BEGIN Data for review

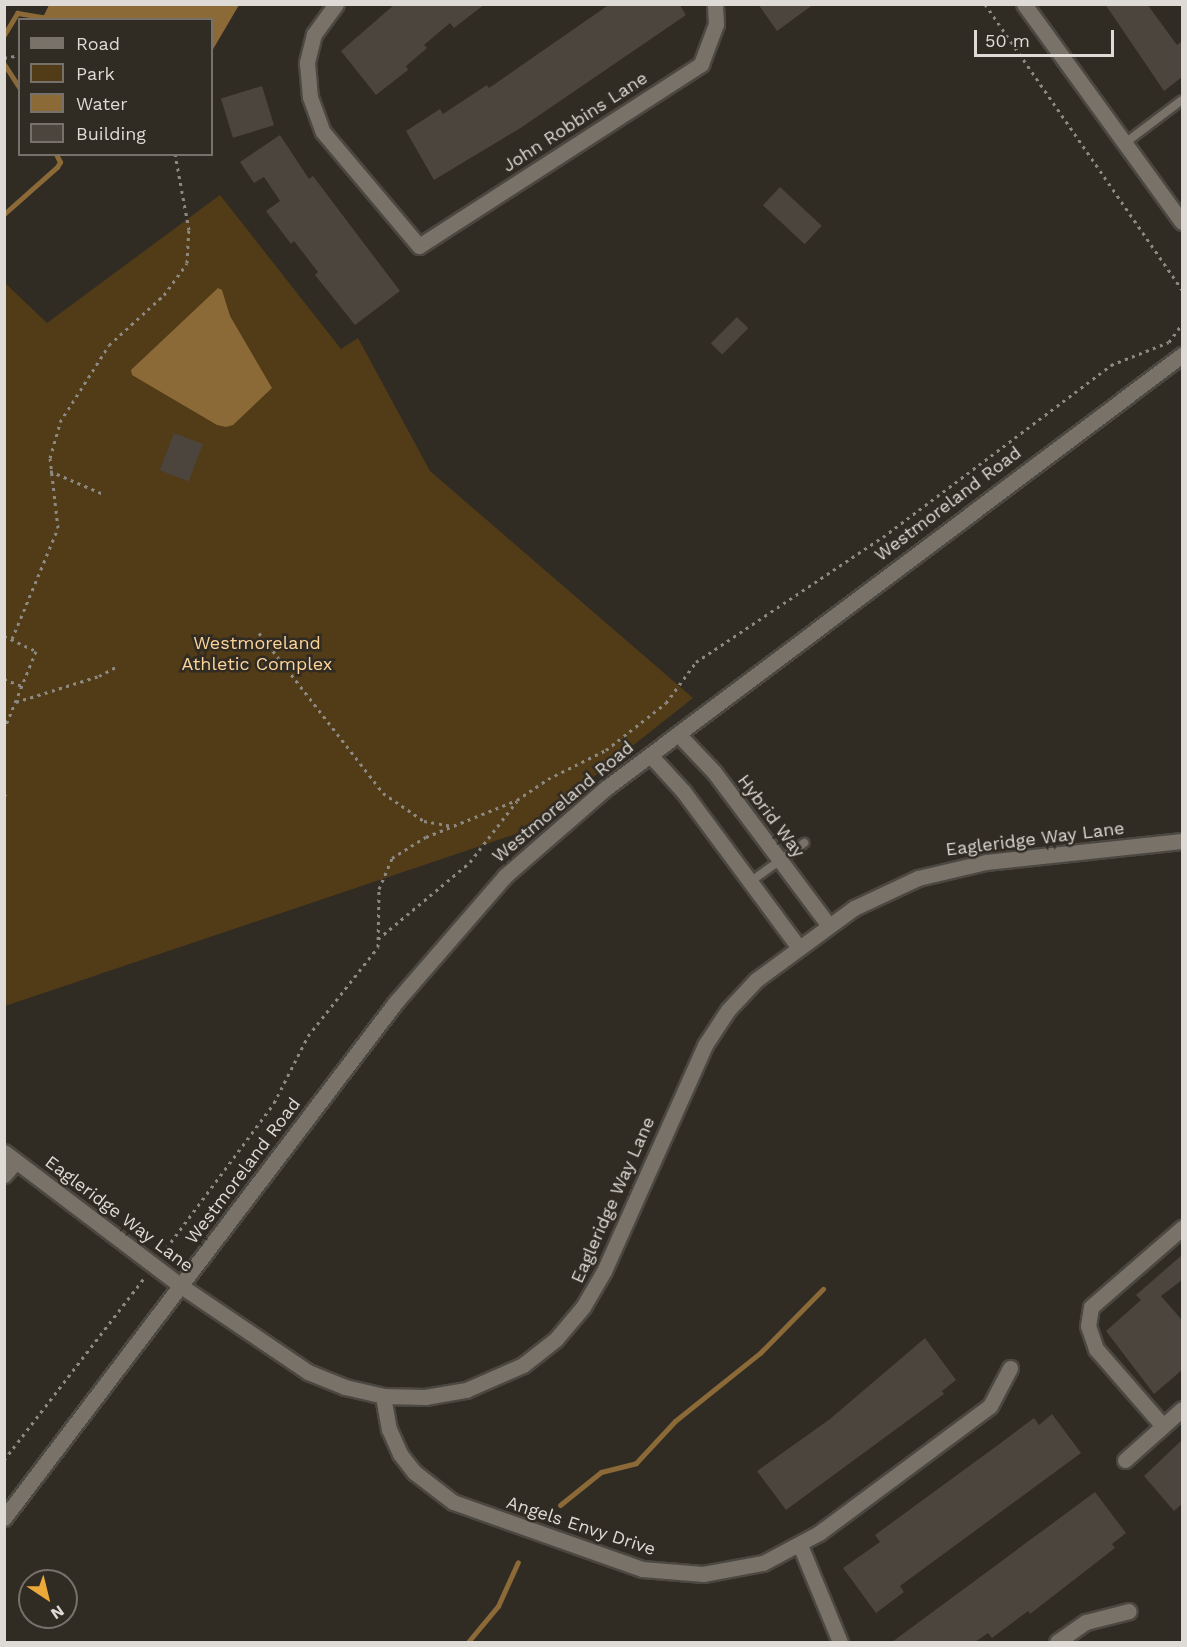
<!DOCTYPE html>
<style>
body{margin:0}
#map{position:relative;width:1187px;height:1647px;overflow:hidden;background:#302b23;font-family:"Work Sans",sans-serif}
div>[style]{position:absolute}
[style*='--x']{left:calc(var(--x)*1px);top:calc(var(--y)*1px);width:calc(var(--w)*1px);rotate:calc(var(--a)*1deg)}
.green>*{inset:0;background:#523b17}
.water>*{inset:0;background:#8b6a38}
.stream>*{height:5px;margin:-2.5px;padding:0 2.5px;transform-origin:2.5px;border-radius:2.5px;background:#8b6a38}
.building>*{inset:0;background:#4b453d;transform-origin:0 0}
.path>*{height:3px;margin-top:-1.5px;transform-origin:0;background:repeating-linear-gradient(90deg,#8c8982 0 3px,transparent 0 7.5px)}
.roads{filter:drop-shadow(2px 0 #4b4741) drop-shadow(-2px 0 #4b4741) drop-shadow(0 2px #4b4741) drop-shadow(0 -2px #4b4741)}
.lane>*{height:8px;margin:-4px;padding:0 4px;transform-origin:4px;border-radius:4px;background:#787269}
.street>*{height:15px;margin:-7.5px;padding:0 7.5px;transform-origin:7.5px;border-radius:7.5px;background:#787269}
.secondary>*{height:15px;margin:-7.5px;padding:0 7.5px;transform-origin:7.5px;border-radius:7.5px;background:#787269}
span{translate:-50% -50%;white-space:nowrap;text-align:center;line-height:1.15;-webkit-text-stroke:5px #302b23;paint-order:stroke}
.street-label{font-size:18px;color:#dedbd6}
.park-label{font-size:18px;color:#fcd499}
.frame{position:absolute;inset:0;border:6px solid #dedbd6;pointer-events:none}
.legend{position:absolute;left:18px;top:18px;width:195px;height:138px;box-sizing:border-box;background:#302b23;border:2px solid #76716b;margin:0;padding:8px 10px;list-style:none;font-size:18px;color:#dedbd6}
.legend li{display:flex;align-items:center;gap:12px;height:30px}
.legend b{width:30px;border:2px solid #76716b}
.north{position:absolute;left:18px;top:1569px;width:60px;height:60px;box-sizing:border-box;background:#302b23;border:2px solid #76716b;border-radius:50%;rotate:145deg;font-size:16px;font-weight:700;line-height:24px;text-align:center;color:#dedbd6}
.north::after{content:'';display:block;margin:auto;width:21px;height:27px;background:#eba939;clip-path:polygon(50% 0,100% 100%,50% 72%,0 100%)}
.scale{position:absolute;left:974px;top:30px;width:140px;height:27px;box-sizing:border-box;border:3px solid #dedbd6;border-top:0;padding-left:8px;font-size:18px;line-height:21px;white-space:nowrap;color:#dedbd6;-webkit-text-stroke:4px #302b23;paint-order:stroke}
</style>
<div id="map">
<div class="green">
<i style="clip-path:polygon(220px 195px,341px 349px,358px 338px,430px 471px,693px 698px,525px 831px,5px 1006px,4px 282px,47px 323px)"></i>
</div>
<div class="water">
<i style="clip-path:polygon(49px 5px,49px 4px,239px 5px,212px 51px,212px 20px,42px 19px)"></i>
<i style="clip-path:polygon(218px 288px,222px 290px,230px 316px,272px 388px,233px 425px,226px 427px,217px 425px,132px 375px,131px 370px)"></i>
</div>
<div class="stream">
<i style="--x:4;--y:35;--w:26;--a:-59"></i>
<i style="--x:17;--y:13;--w:31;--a:9"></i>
<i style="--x:4;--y:64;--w:30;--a:57"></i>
<i style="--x:4;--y:214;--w:71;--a:-41.6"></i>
<i style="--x:57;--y:167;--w:6;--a:-59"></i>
<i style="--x:60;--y:162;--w:9;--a:-117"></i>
<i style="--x:560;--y:1505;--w:53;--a:-38.8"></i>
<i style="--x:601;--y:1472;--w:36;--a:-14"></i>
<i style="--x:636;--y:1463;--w:57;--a:-47.1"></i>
<i style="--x:675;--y:1421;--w:109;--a:-38.7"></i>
<i style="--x:760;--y:1353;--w:90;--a:-45.5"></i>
<i style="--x:468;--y:1642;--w:47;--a:-50.2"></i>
<i style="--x:498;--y:1606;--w:48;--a:-65.6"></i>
</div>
<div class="building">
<i style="clip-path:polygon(395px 4px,485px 4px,454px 28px,450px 23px,424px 45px,427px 48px,406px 66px,408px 70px,376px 95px,341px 51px)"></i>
<i style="clip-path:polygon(610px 4px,679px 4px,686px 15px,522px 127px,434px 180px,406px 131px,440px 109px,443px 114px,487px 85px,489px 88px)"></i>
<i style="clip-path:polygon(758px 4px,814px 4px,777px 31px)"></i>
<i style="clip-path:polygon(1105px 4px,1147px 4px,1177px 45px,1182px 41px,1182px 77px,1164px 91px)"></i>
<i style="left:262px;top:86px;width:41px;height:43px;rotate:73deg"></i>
<i style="clip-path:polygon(280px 135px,309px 179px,313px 176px,400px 291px,355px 325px,315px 275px,318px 272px,294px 241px,291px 244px,266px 211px,280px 201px,264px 177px,254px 183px,240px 162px)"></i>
<i style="left:780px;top:187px;width:57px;height:25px;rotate:43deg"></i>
<i style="left:737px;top:317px;width:16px;height:37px;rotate:45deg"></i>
<i style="left:174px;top:433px;width:31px;height:40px;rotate:21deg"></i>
<i style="clip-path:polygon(1182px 1255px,1182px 1280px,1161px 1296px,1182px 1320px,1182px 1370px,1154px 1394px,1106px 1331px,1141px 1300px,1136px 1295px)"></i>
<i style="clip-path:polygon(925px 1338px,956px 1380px,942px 1391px,944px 1394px,786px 1510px,757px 1471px,830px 1419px)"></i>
<i style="clip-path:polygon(1052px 1414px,1081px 1453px,900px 1586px,904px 1592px,876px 1613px,843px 1568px,880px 1542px,875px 1535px,998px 1445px,1034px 1418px,1039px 1425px)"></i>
<i style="clip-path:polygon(1182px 1440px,1182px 1504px,1174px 1511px,1144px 1476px)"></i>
<i style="clip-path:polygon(1095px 1492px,1126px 1533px,1112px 1544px,1115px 1548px,1030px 1614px,1028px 1611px,992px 1638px,988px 1633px,975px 1642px,892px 1642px)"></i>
</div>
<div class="path">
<i style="--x:985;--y:4;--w:347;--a:55.4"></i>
<i style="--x:4;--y:58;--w:16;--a:-11"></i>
<i style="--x:50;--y:471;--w:56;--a:23.3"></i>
<i style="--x:259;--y:633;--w:202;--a:52.2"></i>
<i style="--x:383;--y:793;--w:50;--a:34.3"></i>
<i style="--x:424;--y:821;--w:28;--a:10"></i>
<i style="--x:4;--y:636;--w:35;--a:25"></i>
<i style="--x:36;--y:651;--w:85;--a:112.1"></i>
<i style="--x:12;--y:639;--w:120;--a:-67.5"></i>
<i style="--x:58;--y:528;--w:70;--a:-96.5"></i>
<i style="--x:50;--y:458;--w:37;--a:-74"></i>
<i style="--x:60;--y:422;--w:91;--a:-57.5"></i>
<i style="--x:109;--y:345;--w:74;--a:-42.3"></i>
<i style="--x:164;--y:295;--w:39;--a:-54"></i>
<i style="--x:187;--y:263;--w:33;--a:-87"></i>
<i style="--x:189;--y:230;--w:77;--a:-100.4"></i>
<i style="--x:4;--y:679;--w:19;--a:21"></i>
<i style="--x:16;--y:702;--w:87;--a:-17.4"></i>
<i style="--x:99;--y:676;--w:21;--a:-28"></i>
<i style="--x:4;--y:793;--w:7;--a:63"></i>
<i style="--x:378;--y:939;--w:120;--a:-39.9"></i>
<i style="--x:470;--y:862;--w:77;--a:-52.4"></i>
<i style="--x:162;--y:1254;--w:188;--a:-53.4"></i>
<i style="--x:274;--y:1103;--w:75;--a:-63.1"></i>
<i style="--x:308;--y:1036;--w:113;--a:-51.8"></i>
<i style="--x:378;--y:947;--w:58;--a:-89"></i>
<i style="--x:379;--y:889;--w:34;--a:-67"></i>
<i style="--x:392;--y:858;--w:40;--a:-32"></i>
<i style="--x:426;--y:837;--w:98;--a:-22.1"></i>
<i style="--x:517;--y:800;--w:37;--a:-34"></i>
<i style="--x:548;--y:779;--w:65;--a:-26.6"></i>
<i style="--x:606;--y:750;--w:76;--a:-38.1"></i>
<i style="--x:666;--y:703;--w:51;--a:-53.8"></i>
<i style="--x:696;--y:662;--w:225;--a:-33.8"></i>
<i style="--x:883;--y:537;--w:286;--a:-37"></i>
<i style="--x:1111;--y:365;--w:62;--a:-21.6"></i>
<i style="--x:1169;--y:342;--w:22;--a:-54"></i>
<i style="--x:4;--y:1460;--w:230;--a:-52.4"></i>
</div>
<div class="roads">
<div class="lane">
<i style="--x:1125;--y:143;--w:71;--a:-37"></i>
<i style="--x:750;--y:882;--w:67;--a:-35.8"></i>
</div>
<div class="street">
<i style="--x:336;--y:4;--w:37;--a:126"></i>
<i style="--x:314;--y:34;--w:30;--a:104"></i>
<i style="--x:307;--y:63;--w:34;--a:85"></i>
<i style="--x:310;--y:97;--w:37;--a:70"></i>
<i style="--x:323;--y:132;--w:149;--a:49.9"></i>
<i style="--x:419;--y:246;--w:336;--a:-32.8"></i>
<i style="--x:701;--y:64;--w:43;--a:-69.4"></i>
<i style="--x:716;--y:24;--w:20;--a:-93"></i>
<i style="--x:678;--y:734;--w:52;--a:46.5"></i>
<i style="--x:714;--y:772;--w:192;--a:53.2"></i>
<i style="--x:650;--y:755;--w:49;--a:47.5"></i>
<i style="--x:683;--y:791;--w:195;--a:53.5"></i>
<i style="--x:4;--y:1152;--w:222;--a:37.1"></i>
<i style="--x:181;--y:1286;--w:153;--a:34.1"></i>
<i style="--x:308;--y:1372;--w:40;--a:22"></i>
<i style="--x:345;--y:1387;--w:39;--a:13"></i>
<i style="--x:383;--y:1396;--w:42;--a:1.4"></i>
<i style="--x:425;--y:1397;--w:42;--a:-9.7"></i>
<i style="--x:466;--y:1390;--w:62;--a:-23.7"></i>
<i style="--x:523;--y:1365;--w:42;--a:-38.2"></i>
<i style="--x:556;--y:1339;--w:42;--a:-49.8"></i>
<i style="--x:583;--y:1307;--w:42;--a:-59.7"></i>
<i style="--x:604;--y:1271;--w:248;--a:-65.9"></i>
<i style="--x:705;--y:1045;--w:42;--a:-56.7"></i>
<i style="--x:728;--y:1010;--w:41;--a:-47"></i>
<i style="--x:756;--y:980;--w:122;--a:-36.3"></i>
<i style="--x:854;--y:908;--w:71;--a:-25.1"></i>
<i style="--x:918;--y:878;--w:70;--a:-13.2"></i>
<i style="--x:986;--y:862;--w:197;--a:-6.1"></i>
<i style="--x:4;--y:1175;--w:18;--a:-49"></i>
<i style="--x:383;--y:1396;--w:34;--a:80"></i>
<i style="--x:389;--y:1429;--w:27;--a:66"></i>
<i style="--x:400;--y:1454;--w:23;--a:52"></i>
<i style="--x:414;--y:1472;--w:49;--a:37.6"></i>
<i style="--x:453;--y:1502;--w:201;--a:19.5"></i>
<i style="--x:642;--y:1569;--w:61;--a:4.7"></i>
<i style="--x:703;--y:1574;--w:61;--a:-10.4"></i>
<i style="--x:763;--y:1563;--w:64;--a:-28.2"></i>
<i style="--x:819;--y:1533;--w:213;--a:-36.6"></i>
<i style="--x:990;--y:1406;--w:43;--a:-62.2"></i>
<i style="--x:1163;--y:1426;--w:102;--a:-131"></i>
<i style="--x:1096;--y:1349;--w:24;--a:-109"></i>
<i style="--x:1088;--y:1326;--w:19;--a:-81"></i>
<i style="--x:1091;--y:1307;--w:121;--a:-41"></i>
<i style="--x:1125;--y:1460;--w:76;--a:-41.8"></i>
<i style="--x:800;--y:1545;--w:105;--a:67.6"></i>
<i style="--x:1057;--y:1642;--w:35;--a:-35"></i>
<i style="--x:1086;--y:1622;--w:44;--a:-14.3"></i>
</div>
<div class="secondary">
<i style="--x:1024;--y:4;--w:269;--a:54.1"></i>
<i style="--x:4;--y:1518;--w:647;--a:-52.79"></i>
<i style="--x:395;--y:1003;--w:168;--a:-49.1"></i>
<i style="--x:505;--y:876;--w:134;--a:-41.1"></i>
<i style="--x:606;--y:788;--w:721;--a:-36.93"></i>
</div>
</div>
<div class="street-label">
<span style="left:575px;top:122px;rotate:-33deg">John Robbins Lane</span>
<span style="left:948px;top:504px;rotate:-37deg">Westmoreland Road</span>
<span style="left:563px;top:802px;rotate:-40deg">Westmoreland Road</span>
<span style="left:771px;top:816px;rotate:53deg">Hybrid Way</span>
<span style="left:1035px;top:839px;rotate:-7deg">Eagleridge Way Lane</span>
<span style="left:243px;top:1171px;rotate:-53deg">Westmoreland Road</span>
<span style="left:613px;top:1200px;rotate:-66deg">Eagleridge Way Lane</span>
<span style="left:119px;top:1214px;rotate:37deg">Eagleridge Way Lane</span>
<span style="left:581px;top:1526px;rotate:18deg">Angels Envy Drive</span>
</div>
<div class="park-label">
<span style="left:257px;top:654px">Westmoreland<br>Athletic Complex</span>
</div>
<div class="frame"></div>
<ul class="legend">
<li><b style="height:8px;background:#787269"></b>Road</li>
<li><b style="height:16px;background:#523b17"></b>Park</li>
<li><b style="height:16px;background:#8b6a38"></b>Water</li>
<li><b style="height:16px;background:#4b453d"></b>Building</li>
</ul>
<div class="north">N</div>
<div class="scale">50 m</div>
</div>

END Data for review

__What is required__
Begin at the first line of the data above and repeat each line exactly, stopping after the line containing "0 #4b4741) drop-shadow(-2px". Omit the pictures.

__Written reply__
<!DOCTYPE html>
<style>
body{margin:0}
#map{position:relative;width:1187px;height:1647px;overflow:hidden;background:#302b23;font-family:"Work Sans",sans-serif}
div>[style]{position:absolute}
[style*='--x']{left:calc(var(--x)*1px);top:calc(var(--y)*1px);width:calc(var(--w)*1px);rotate:calc(var(--a)*1deg)}
.green>*{inset:0;background:#523b17}
.water>*{inset:0;background:#8b6a38}
.stream>*{height:5px;margin:-2.5px;padding:0 2.5px;transform-origin:2.5px;border-radius:2.5px;background:#8b6a38}
.building>*{inset:0;background:#4b453d;transform-origin:0 0}
.path>*{height:3px;margin-top:-1.5px;transform-origin:0;background:repeating-linear-gradient(90deg,#8c8982 0 3px,transparent 0 7.5px)}
.roads{filter:drop-shadow(2px 0 #4b4741) drop-shadow(-2px 0 #4b4741) drop-shadow(0 2px #4b4741) drop-shadow(0 -2px #4b4741)}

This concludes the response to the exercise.